Coping as a Moderating Factor of Stress
The key to understanding the differential impact of avoidance and approach coping on drinking lies in
the availability of an effective coping response to a given stressor (Cooper et al. , 1992). By definition,
people who utilize approach coping mechanisms to deal with their stress, engage in concrete problem
solving which serves to actively reduce the amount of stress. By contrast, people who rely on avoidance
coping may manage to reduce their distress, but they tend to do so by distracting themselves from the stress.

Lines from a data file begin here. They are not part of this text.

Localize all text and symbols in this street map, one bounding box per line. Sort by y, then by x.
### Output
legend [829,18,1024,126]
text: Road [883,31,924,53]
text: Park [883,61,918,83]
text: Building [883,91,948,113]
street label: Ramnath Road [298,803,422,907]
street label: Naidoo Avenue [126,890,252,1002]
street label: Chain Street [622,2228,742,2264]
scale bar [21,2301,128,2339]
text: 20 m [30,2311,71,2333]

Therefore, it is not surprising that drinking should appeal more to those who predominately use avoidance
coping, because the consumption of alcohol serves as a substitute action which can distract from the stress.

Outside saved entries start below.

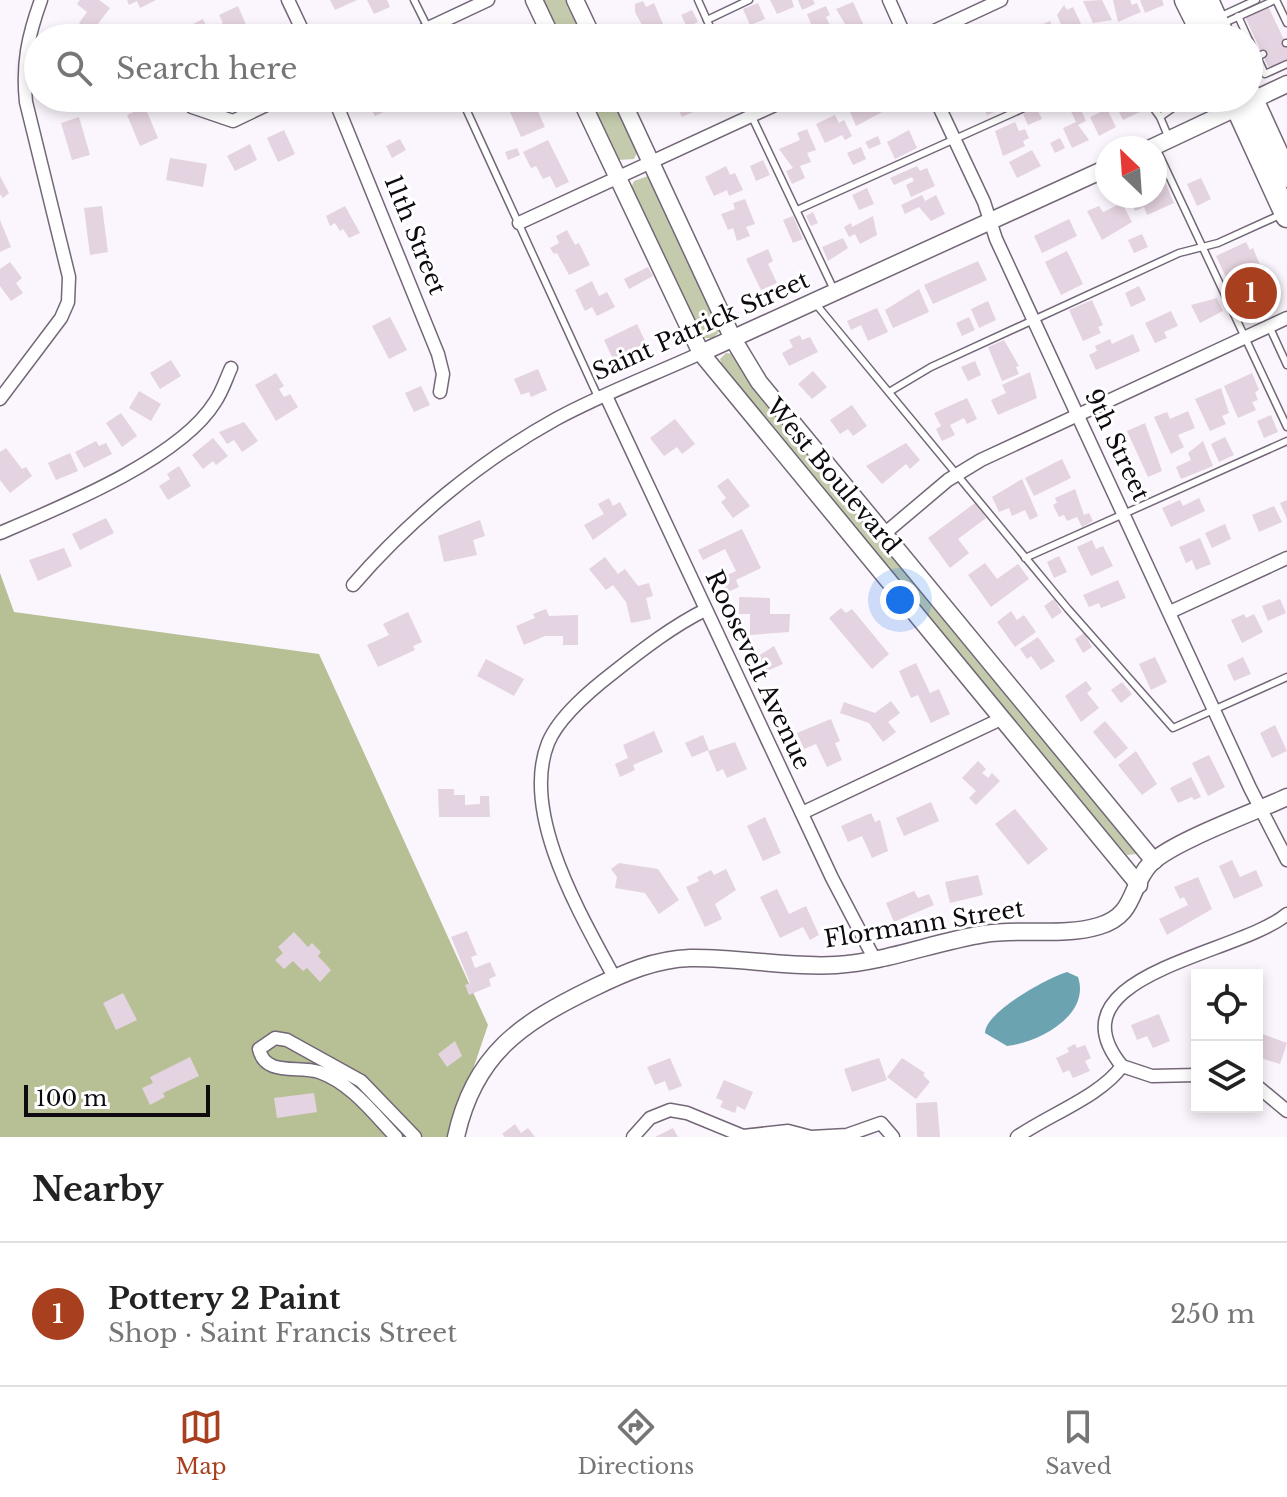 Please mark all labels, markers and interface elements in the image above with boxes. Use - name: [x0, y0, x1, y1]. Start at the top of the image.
- search box: [24, 24, 1263, 112]
- icon: search: [52, 46, 96, 90]
- text: Search here: [116, 50, 297, 87]
- north arrow: [1095, 136, 1167, 208]
- street label: 11th Street: [378, 171, 453, 299]
- pin: 1: [1225, 263, 1277, 323]
- street label: Saint Patrick Street: [588, 265, 814, 386]
- street label: 9th Street: [1079, 384, 1156, 505]
- street label: West Boulevard: [759, 391, 907, 559]
- street label: Roosevelt Avenue: [700, 566, 817, 774]
- your location: [880, 580, 920, 620]
- street label: Flormann Street: [822, 893, 1026, 954]
- map controls: [1191, 969, 1263, 1113]
- button: locate: [1191, 969, 1263, 1041]
- button: layers: [1191, 1041, 1263, 1113]
- scale bar: [24, 1081, 210, 1117]
- text: 100 m: [36, 1085, 107, 1112]
- text: Nearby: [32, 1168, 164, 1210]
- text: Pottery 2 Paint: [108, 1280, 340, 1317]
- text: 1: [52, 1298, 64, 1330]
- text: 250 m: [1170, 1298, 1255, 1330]
- text: Shop · Saint Francis Street: [108, 1317, 457, 1349]
- tab: Map: [175, 1405, 227, 1480]
- tab: Directions: [577, 1405, 694, 1480]
- tab: Saved: [1045, 1405, 1112, 1480]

When viewed from a social learning perspective (Abrams & Niaura, 1987), it can be seen that “alcohol use
serves as a general coping mechanism invoked when other presumably more effective coping responses are
unavailable” (Cooper et al. , 1992; P. 140). Evidence to support this idea comes from studies (i.e., Higgins
& Marlatt, 1975; Hull & young 1983; Marlatt, Kosturn, & Lang, 1975) which have investigated drinking in
response to negative affects, when no coping alternative was present. For instance, Marlatt et al. (1975)
have shown that drinkers who were provoked and were unable to retaliate drank significantly more at a
subsequent taste rating task than drinkers who had the option to retaliate (Cooper et al. , 1988).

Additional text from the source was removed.